There are lots of body positive blogs, movements, and organizations out there that encompass a wide range of body types. I encourage you to seek them out and see bodies like yours celebrated along with everyone else’s.
how do I become more confident? my boyfriend and I started a blog for us to share and we're posting pictures of us in regular moments and some nsfw pictures but while testing different light I noticed that I look different than I thought :(.
First thing to remember: cameras do not tell the whole story. If you use a flash, it can flatten you out and give you sharp edges. If the light is at the wrong or right angle, that can totally change how you look. And a photograph is a single instant in time. The way a person moves, their gestures, their body language is part of how we perceive them (and ourselves), so when you strip that away and look at only a single moment, it’s not going to be the same. The camera is NOT more honest than your own perception. People say the camera doesn’t lie, but it very much does, or can.
Story time! I went to my brother’s wedding a few years ago in an outfit I adored. Black leggings, black patent pumps, and a silky sleeveless tunic that was plain black in the back, but the front was a pattern of sequins in champagne and gold and silver. (It was a small wedding held in her family’s house with only family in attendance and held on very short notice, so we weren’t being fussy about Wedding Appropriate Outfits. It was the fanciest top I owned at the time, so it became my wedding outfit.) I remember looking at myself in the full-length mirror at my house before we left, makeup and hair done beautifully, and thinking “hot damn I look fucking amazing”. My husband agreed, and we went and had a great time.

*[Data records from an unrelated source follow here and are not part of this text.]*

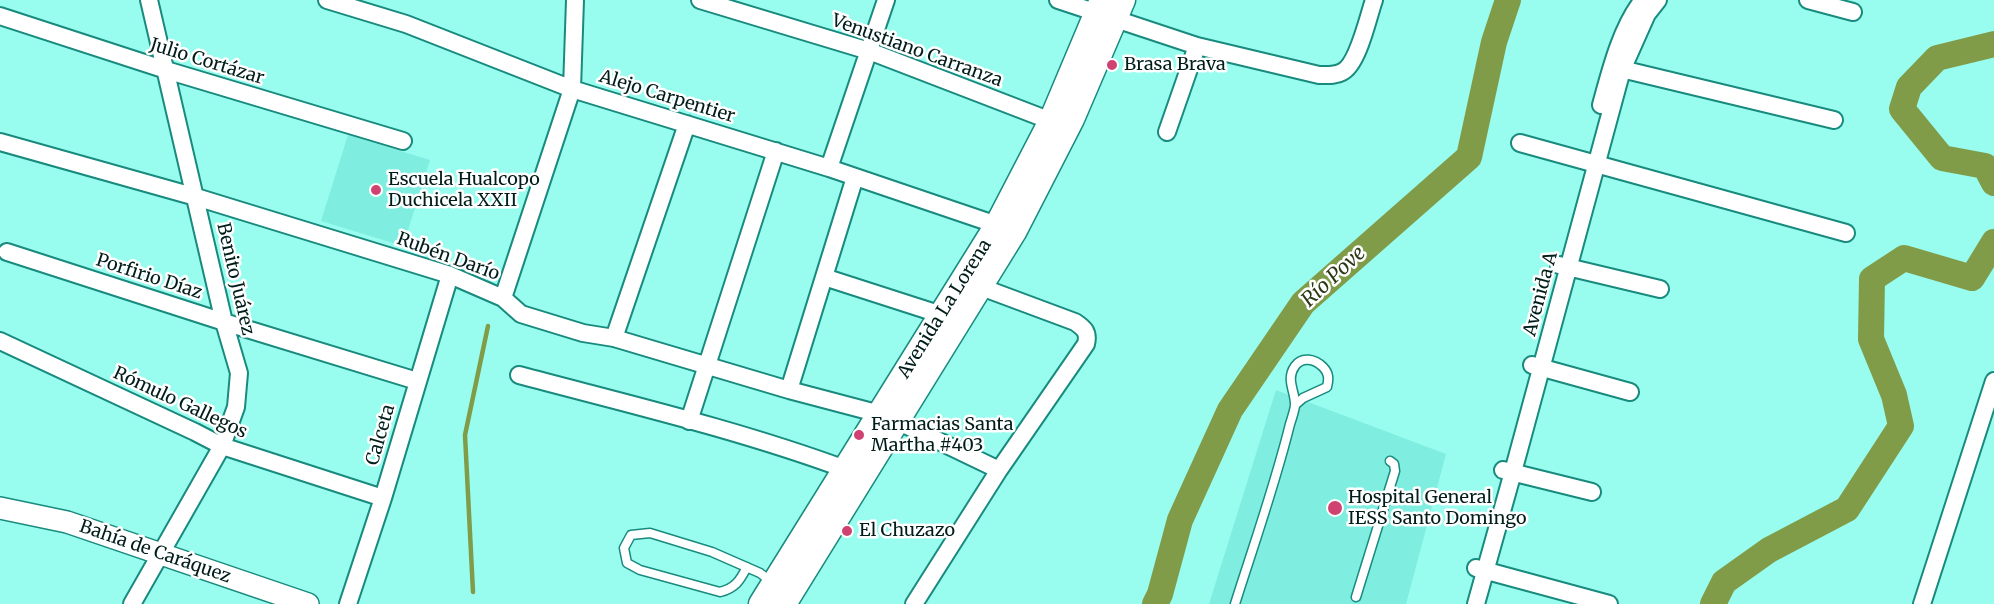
<!DOCTYPE html>
<meta charset="utf-8">
<style>
body{margin:0}
canvas{display:block;background:#98fcee}
</style>
<canvas width="1994" height="604"></canvas>
<script>
const ctx = document.querySelector('canvas').getContext('2d');
ctx.lineJoin = 'round';
function paint(path, color) { ctx.fillStyle = color; ctx.fill(path, 'evenodd'); }
function stroke(path, color, width, dash) { ctx.strokeStyle = color; ctx.lineWidth = width; ctx.lineCap = dash ? 'butt' : 'round'; ctx.setLineDash(dash || []); ctx.stroke(path); }
function drawText(font, color, halo, rows, align = 'center') {
  ctx.font = font + ' Merriweather,serif'; ctx.lineWidth = 5; ctx.setLineDash([]); ctx.textBaseline = 'middle'; ctx.strokeStyle = halo; ctx.fillStyle = color; for (const [text, x, y, turn = 0] of rows) {
    ctx.save(); ctx.translate(x, y); ctx.rotate((+turn || 0) * Math.PI / 180); ctx.textAlign = isNaN(turn) ? turn : align; if (halo) ctx.strokeText(text, 0, 0); ctx.fillText(text, 0, 0); ctx.restore();
  }
}
paint(new Path2D(`
 M348 135 430 160 403 246 321 221Z
 M1276 390 1446 454 1406 604H1209Z`), '#7feee0');
stroke(new Path2D(`
 M473 592 465 435 488 326`), '#819c48', 4.5);
stroke(new Path2D(`
 M1994 44 1937 58 1909 87 1902 109 1942 158 1985 166 1994 183
 M1155 604 1160 594 1180 520 1230 410 1303 303 1469 157 1494 42 1508 0
 M1713 604 1724 582 1769 550 1847 509 1901 426 1894 395 1871 339 1872 279 1904 258 1972 278 1994 242`), '#819c48', 26);
const service = new Path2D(`
 M747 567C740 580 736 588 720 592L640 570 627 563 624 548 631 535 650 533 712 552 760 573 773 583
 M1356 597 1395 471 1394 464 1390 461
 M1235 604C1254 544 1275 485 1290 424 1292 418 1294 412 1295 406 1296 392 1285 380 1295 366 1302 356 1315 359 1323 367 1329 373 1329 379 1327 387L1303 398 1295 405`);
const minor = new Path2D(`
 M327 0 406 24 572 89 829 168 997 225
 M700 0 869 51 1051 121
 M1058 0 1197 46 1319 75C1327 75 1335 76 1342 72 1358 65 1368 17 1374 0
 M1808 0 1853 12
 M0 16 166 70 403 141
 M1613 67 1834 120
 M1601 105C1610 72 1621 27 1643 0
 M1167 132 1197 46
 M0 142 196 197 450 275 503 298 521 314 583 333 614 338 789 390 880 414
 M1520 143 1846 233
 M829 168 886 0
 M7 252 224 322 417 381
 M1559 265 1660 289
 M824 277 942 315
 M503 298 572 89 575 0
 M614 338 687 124
 M0 341 195 432 222 446 383 498
 M1532 365 1630 392
 M519 375C628 404 739 430 845 469
 M789 390 855 177
 M689 421 776 151
 M897 421 999 470
 M1503 470 1592 492
 M1476 568 1609 604
 M132 604 222 446 236 407 239 373 224 322 149 0
 M348 604 383 498 450 275
 M914 604 999 470 1086 344C1089 332 1084 328 1075 322L981 287
 M1476 604 1513 472 1622 70 1647 14 1658 0
 M1922 604 1994 381`);
const tertiary = new Path2D(`
 M0 508 67 522 308 604`);
const secondary = new Path2D(`
 M761 604 997 225 1051 121 1102 0
 M784 604 1014 232 1072 119 1123 0`);
stroke(service, '#188a7e', 11);
stroke(minor, '#188a7e', 20);
stroke(tertiary, '#188a7e', 24);
stroke(secondary, '#188a7e', 27);
stroke(service, '#fff', 8);
stroke(minor, '#fff', 16);
stroke(tertiary, '#fff', 21);
stroke(secondary, '#fff', 24);
for (const [x, y, r, color] of [
 [1112,65,6,"#cf4271"],
 [376,190,6,"#cf4271"],
 [859,435,6,"#cf4271"],
 [1335,508,8,"#cf4271"],
 [847,531,6,"#cf4271"]
]) { const dot = new Path2D(); dot.arc(x, y, r, 0, 2 * Math.PI); ctx.fillStyle = color; ctx.fill(dot); stroke(dot, '#fff', 2); }
drawText('18px', '#001d1a', '#fff', [
 ["Venustiano Carranza",917,51,20],
 ["Julio Cortázar",207,62,17],
 ["Alejo Carpentier",667,97,17],
 ["Rubén Darío",448,257,20],
 ["Porfirio Díaz",149,277,18],
 ["Benito Juárez",235,279,77],
 ["Avenida A",1541,294,-75],
 ["Avenida La Lorena",945,309,-58],
 ["Rómulo Gallegos",180,403,25],
 ["Calceta",381,435,-74],
 ["Bahía de Caráquez",155,552,19]
]);
drawText('18px', '#001d1a', '#fff', [
 ["Brasa Brava",1124,65],
 ["Escuela Hualcopo",388,180],
 ["Duchicela XXII",388,201],
 ["Farmacias Santa",871,425],
 ["Martha #403",871,446],
 ["Hospital General",1348,498],
 ["IESS Santo Domingo",1348,519],
 ["El Chuzazo",859,531]
], 'left');
drawText('italic 20px', '#2d3915', '#fff', [
 ["Río Pove",1334,277,-43]
]);
</script>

A few days later, her mom posted some of the pics from the wedding on Facebook, tagging the people who were in them. I went and looked…and promptly untagged myself from them because I did NOT want those showing up on my page at all, ever. I looked pasty and chinless and my face looked weirdly wide. It was absurd. And for a few days, I was super upset. Had I been totally wrong about looking good that day? I had genuinely thought I did! Maybe I wasn’t nearly as hot as I thought. Which threw me into doubt about every OTHER time I’d thought I looked good. Maybe I was never pretty at all. Maybe I was just deluding myself. And it took me awhile to get over that, to remember that the camera does not tell the whole story, and sure I looked like death in those pics, but you know what? I’m gonna trust my own eyes and my own mirror, and my friends and my husband and the people who *do* think I look good. Not to mention other pics I’ve taken where I looked completely different to that day, or at least to those particular photos from that day.
Moral of the story: cameras lie, and you don’t have to accept them as some kind of Revealed Truth.
(Also, be careful about what foundation you use when you’re going to have pictures taken. I’m pretty sure that was at least half the problem, in hindsight. ”Dewy” finish foundation + flash? BRILLIANT FUCKING WHITE FACE with absolutely no contours and the illusion of flatness/width. Oops.)
Anyway, as for the rest of How To Confidence, check out this post. I think the blogging you’re doing with your boyfriend will really help over time. Remind me sometime to tell y’all about my daily selfies project and how that kind of changed my life re self-perception and self-esteem. Positive representation in general is awesome, but positive *personal* representation is even more powerful.